Stored entries:

--- START ---

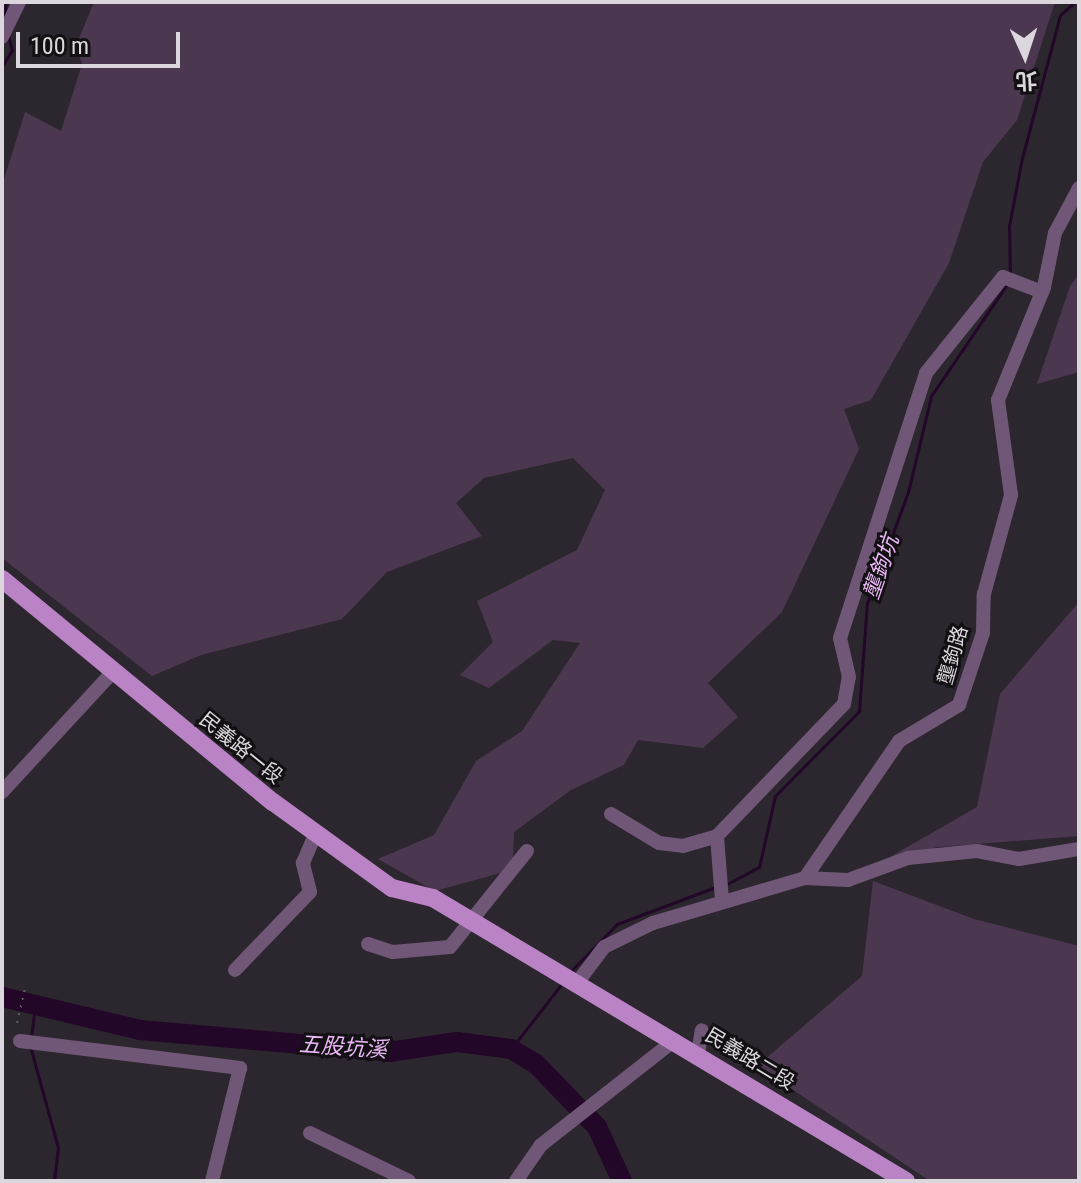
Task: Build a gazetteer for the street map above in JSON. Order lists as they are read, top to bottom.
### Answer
{
  "streets": {
    "main road": ["民義路一段", "民義路二段"],
    "street": ["壟鉤路"]
  },
  "crossings": [
    ["民義路一段", "民義路二段"]
  ],
  "water": ["壟鉤坑", "五股坑溪"],
  "scale_bar": "100 m",
  "north": "bottom"
}
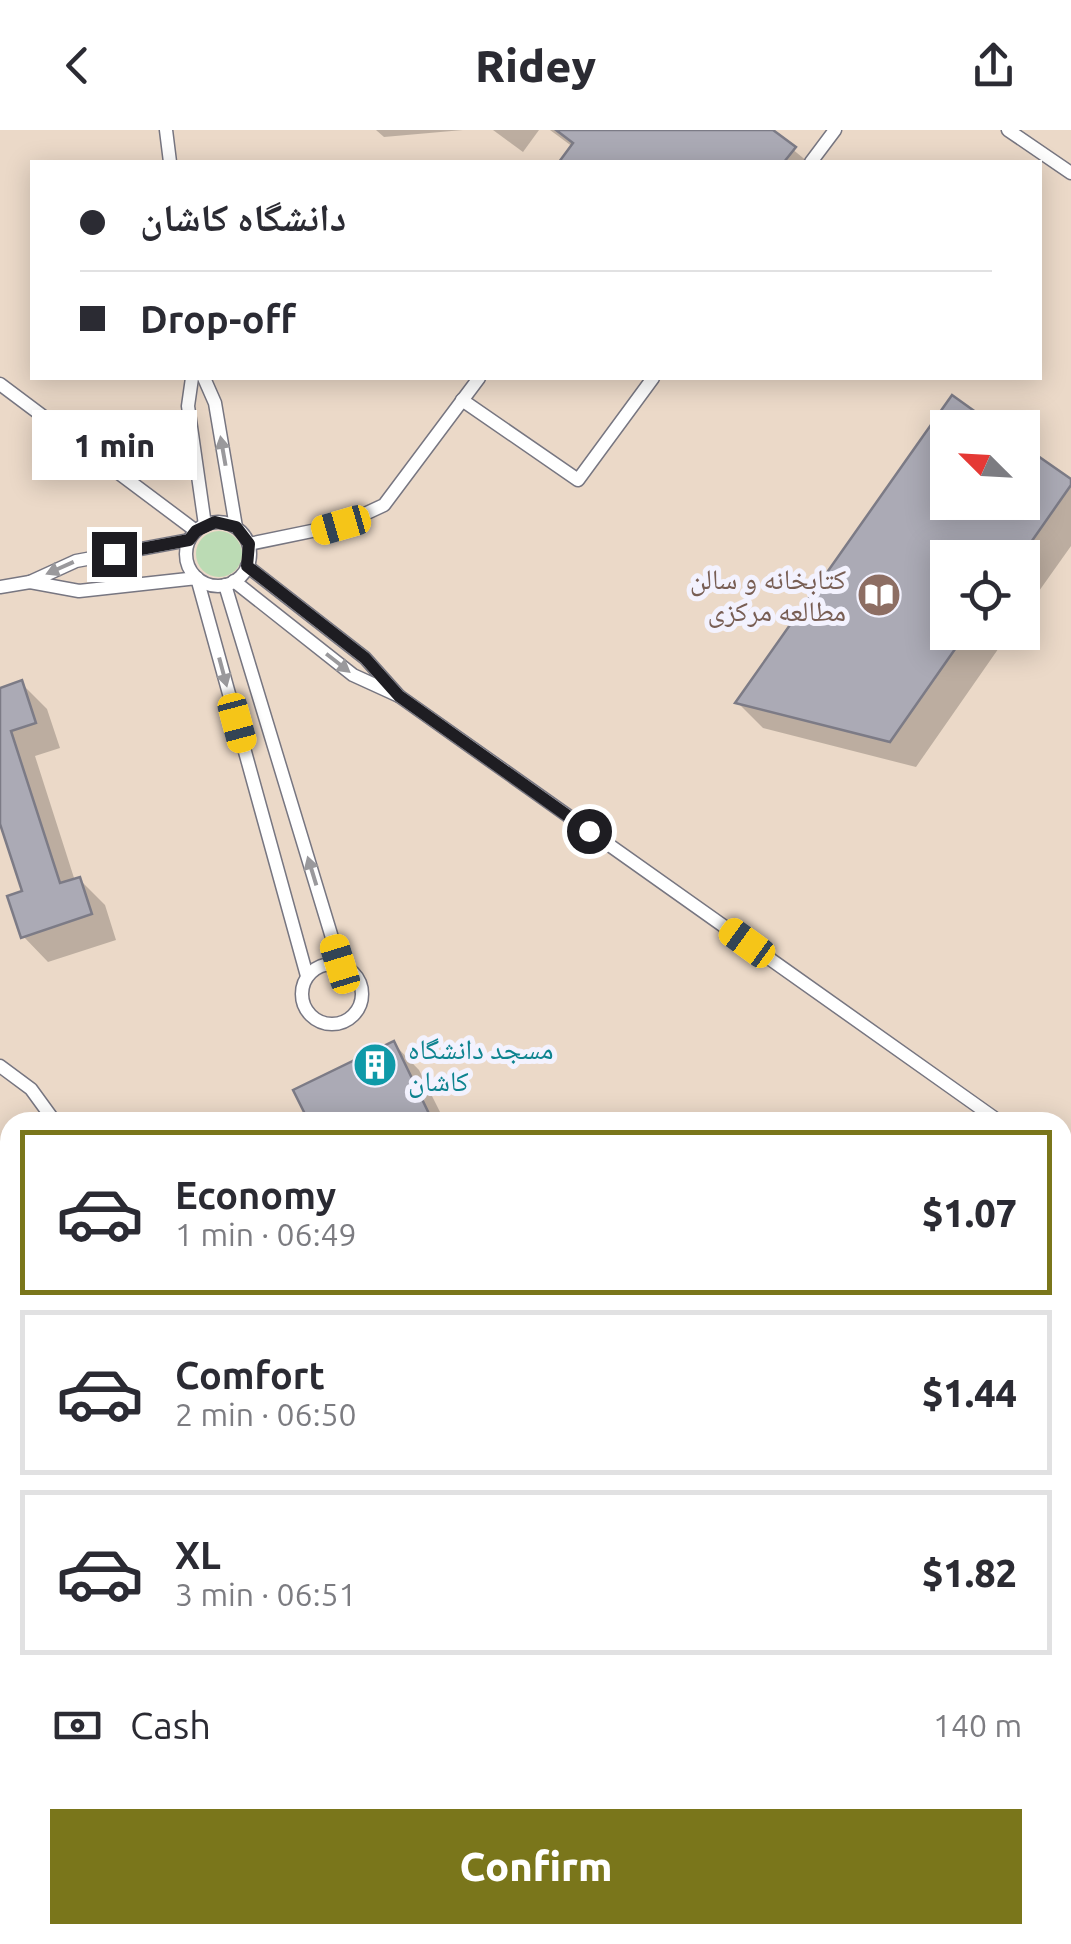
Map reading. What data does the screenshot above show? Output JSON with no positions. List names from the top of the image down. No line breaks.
{"places":{"library":["کتابخانه و سالن مطالعه مرکزی"],"building":["مسجد دانشگاه کاشان"]},"north":"top left","page":{"header":"Ridey","banner":["دانشگاه کاشان","Drop-off"],"bubble":"1 min","list":[{"name":"Economy","note":"1 min · 06:49","value":"$1.07"},{"name":"Comfort","note":"2 min · 06:50","value":"$1.44"},{"name":"XL","note":"3 min · 06:51","value":"$1.82"}],"pay":["Cash","140 m"],"buttons":"Confirm"}}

--- END ---

Task directions — Every line of the data above is to be set down exactly; the pictures are not.

Task output —
Task: Build a gazetteer for the street map above in JSON. Order lists as they are read, top to bottom.
### Answer
{
  "streets": {
    "main road": ["民義路一段", "民義路二段"],
    "street": ["壟鉤路"]
  },
  "crossings": [
    ["民義路一段", "民義路二段"]
  ],
  "water": ["壟鉤坑", "五股坑溪"],
  "scale_bar": "100 m",
  "north": "bottom"
}
Map reading. What data does the screenshot above show? Output JSON with no positions. List names from the top of the image down. No line breaks.
{"places":{"library":["کتابخانه و سالن مطالعه مرکزی"],"building":["مسجد دانشگاه کاشان"]},"north":"top left","page":{"header":"Ridey","banner":["دانشگاه کاشان","Drop-off"],"bubble":"1 min","list":[{"name":"Economy","note":"1 min · 06:49","value":"$1.07"},{"name":"Comfort","note":"2 min · 06:50","value":"$1.44"},{"name":"XL","note":"3 min · 06:51","value":"$1.82"}],"pay":["Cash","140 m"],"buttons":"Confirm"}}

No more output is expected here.